**Prompt:** The exercise asks for every line of the data to be reproduced exactly.

(Saved data entries)
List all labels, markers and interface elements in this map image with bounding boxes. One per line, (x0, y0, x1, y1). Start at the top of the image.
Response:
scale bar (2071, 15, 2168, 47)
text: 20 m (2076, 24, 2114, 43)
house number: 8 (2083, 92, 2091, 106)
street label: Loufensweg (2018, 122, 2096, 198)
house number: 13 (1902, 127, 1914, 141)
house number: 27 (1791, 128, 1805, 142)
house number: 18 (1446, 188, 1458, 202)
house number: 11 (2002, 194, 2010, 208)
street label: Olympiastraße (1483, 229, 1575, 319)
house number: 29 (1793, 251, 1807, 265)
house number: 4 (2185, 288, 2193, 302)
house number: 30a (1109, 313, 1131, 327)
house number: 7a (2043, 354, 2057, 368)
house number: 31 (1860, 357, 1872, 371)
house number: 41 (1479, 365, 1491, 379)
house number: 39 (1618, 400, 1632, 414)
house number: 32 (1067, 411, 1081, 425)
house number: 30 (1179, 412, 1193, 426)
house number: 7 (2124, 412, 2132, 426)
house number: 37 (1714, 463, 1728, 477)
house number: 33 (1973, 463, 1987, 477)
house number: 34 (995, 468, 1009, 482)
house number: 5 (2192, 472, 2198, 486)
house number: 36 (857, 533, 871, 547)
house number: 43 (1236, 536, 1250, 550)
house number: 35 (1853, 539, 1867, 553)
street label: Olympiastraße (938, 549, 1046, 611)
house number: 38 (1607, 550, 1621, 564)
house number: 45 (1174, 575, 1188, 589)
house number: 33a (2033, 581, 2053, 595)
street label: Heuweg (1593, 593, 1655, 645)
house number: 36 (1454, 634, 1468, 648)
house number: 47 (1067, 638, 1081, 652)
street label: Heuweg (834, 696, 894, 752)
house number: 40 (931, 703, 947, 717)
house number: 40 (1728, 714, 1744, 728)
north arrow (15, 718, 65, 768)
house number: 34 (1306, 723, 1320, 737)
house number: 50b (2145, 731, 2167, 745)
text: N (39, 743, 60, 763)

**Answer to this task:**
List all labels, markers and interface elements in this map image with bounding boxes. One per line, (x0, y0, x1, y1). Start at the top of the image.
Response:
scale bar (2071, 15, 2168, 47)
text: 20 m (2076, 24, 2114, 43)
house number: 8 (2083, 92, 2091, 106)
street label: Loufensweg (2018, 122, 2096, 198)
house number: 13 (1902, 127, 1914, 141)
house number: 27 (1791, 128, 1805, 142)
house number: 18 (1446, 188, 1458, 202)
house number: 11 (2002, 194, 2010, 208)
street label: Olympiastraße (1483, 229, 1575, 319)
house number: 29 (1793, 251, 1807, 265)
house number: 4 (2185, 288, 2193, 302)
house number: 30a (1109, 313, 1131, 327)
house number: 7a (2043, 354, 2057, 368)
house number: 31 (1860, 357, 1872, 371)
house number: 41 (1479, 365, 1491, 379)
house number: 39 (1618, 400, 1632, 414)
house number: 32 (1067, 411, 1081, 425)
house number: 30 (1179, 412, 1193, 426)
house number: 7 (2124, 412, 2132, 426)
house number: 37 (1714, 463, 1728, 477)
house number: 33 (1973, 463, 1987, 477)
house number: 34 (995, 468, 1009, 482)
house number: 5 (2192, 472, 2198, 486)
house number: 36 (857, 533, 871, 547)
house number: 43 (1236, 536, 1250, 550)
house number: 35 (1853, 539, 1867, 553)
street label: Olympiastraße (938, 549, 1046, 611)
house number: 38 (1607, 550, 1621, 564)
house number: 45 (1174, 575, 1188, 589)
house number: 33a (2033, 581, 2053, 595)
street label: Heuweg (1593, 593, 1655, 645)
house number: 36 (1454, 634, 1468, 648)
house number: 47 (1067, 638, 1081, 652)
street label: Heuweg (834, 696, 894, 752)
house number: 40 (931, 703, 947, 717)
house number: 40 (1728, 714, 1744, 728)
north arrow (15, 718, 65, 768)
house number: 34 (1306, 723, 1320, 737)
house number: 50b (2145, 731, 2167, 745)
text: N (39, 743, 60, 763)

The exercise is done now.